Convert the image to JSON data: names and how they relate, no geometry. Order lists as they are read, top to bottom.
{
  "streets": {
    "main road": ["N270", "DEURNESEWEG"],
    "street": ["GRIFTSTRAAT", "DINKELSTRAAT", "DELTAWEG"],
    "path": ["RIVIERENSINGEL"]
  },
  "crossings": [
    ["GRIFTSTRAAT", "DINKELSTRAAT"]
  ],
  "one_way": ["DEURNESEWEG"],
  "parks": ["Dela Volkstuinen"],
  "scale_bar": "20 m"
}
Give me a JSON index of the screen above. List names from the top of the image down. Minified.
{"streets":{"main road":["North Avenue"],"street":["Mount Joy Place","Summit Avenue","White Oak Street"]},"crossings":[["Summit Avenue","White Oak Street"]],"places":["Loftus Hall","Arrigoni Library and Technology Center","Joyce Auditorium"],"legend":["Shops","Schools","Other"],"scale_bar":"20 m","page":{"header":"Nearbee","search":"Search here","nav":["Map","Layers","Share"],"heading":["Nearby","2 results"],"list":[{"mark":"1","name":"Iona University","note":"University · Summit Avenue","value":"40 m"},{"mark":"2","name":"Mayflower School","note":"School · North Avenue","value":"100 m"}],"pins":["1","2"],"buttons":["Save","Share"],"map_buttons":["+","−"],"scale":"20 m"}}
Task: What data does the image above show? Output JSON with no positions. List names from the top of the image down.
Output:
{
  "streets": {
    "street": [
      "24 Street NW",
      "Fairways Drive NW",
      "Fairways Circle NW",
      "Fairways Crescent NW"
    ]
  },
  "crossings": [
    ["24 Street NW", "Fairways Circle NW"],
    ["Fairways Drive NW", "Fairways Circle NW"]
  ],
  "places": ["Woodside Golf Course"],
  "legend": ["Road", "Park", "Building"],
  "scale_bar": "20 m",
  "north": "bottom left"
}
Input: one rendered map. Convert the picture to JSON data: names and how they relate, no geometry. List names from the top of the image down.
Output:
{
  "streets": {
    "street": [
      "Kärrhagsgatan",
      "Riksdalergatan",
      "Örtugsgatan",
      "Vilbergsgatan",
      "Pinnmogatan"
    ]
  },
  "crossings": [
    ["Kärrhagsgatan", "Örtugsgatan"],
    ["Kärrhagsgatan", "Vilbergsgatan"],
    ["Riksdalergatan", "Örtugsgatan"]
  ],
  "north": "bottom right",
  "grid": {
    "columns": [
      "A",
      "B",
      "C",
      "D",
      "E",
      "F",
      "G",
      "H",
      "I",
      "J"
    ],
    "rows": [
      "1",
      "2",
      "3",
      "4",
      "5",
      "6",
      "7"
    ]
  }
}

▶ TASK TO CARRY OUT:
What's wanted here is every record, retyped exactly as shown above.

▶ OUTPUT BELOW:
Convert the image to JSON data: names and how they relate, no geometry. Order lists as they are read, top to bottom.
{
  "streets": {
    "main road": ["N270", "DEURNESEWEG"],
    "street": ["GRIFTSTRAAT", "DINKELSTRAAT", "DELTAWEG"],
    "path": ["RIVIERENSINGEL"]
  },
  "crossings": [
    ["GRIFTSTRAAT", "DINKELSTRAAT"]
  ],
  "one_way": ["DEURNESEWEG"],
  "parks": ["Dela Volkstuinen"],
  "scale_bar": "20 m"
}
Give me a JSON index of the screen above. List names from the top of the image down. Minified.
{"streets":{"main road":["North Avenue"],"street":["Mount Joy Place","Summit Avenue","White Oak Street"]},"crossings":[["Summit Avenue","White Oak Street"]],"places":["Loftus Hall","Arrigoni Library and Technology Center","Joyce Auditorium"],"legend":["Shops","Schools","Other"],"scale_bar":"20 m","page":{"header":"Nearbee","search":"Search here","nav":["Map","Layers","Share"],"heading":["Nearby","2 results"],"list":[{"mark":"1","name":"Iona University","note":"University · Summit Avenue","value":"40 m"},{"mark":"2","name":"Mayflower School","note":"School · North Avenue","value":"100 m"}],"pins":["1","2"],"buttons":["Save","Share"],"map_buttons":["+","−"],"scale":"20 m"}}
Task: What data does the image above show? Output JSON with no positions. List names from the top of the image down.
Output:
{
  "streets": {
    "street": [
      "24 Street NW",
      "Fairways Drive NW",
      "Fairways Circle NW",
      "Fairways Crescent NW"
    ]
  },
  "crossings": [
    ["24 Street NW", "Fairways Circle NW"],
    ["Fairways Drive NW", "Fairways Circle NW"]
  ],
  "places": ["Woodside Golf Course"],
  "legend": ["Road", "Park", "Building"],
  "scale_bar": "20 m",
  "north": "bottom left"
}
Input: one rendered map. Convert the picture to JSON data: names and how they relate, no geometry. List names from the top of the image down.
Output:
{
  "streets": {
    "street": [
      "Kärrhagsgatan",
      "Riksdalergatan",
      "Örtugsgatan",
      "Vilbergsgatan",
      "Pinnmogatan"
    ]
  },
  "crossings": [
    ["Kärrhagsgatan", "Örtugsgatan"],
    ["Kärrhagsgatan", "Vilbergsgatan"],
    ["Riksdalergatan", "Örtugsgatan"]
  ],
  "north": "bottom right",
  "grid": {
    "columns": [
      "A",
      "B",
      "C",
      "D",
      "E",
      "F",
      "G",
      "H",
      "I",
      "J"
    ],
    "rows": [
      "1",
      "2",
      "3",
      "4",
      "5",
      "6",
      "7"
    ]
  }
}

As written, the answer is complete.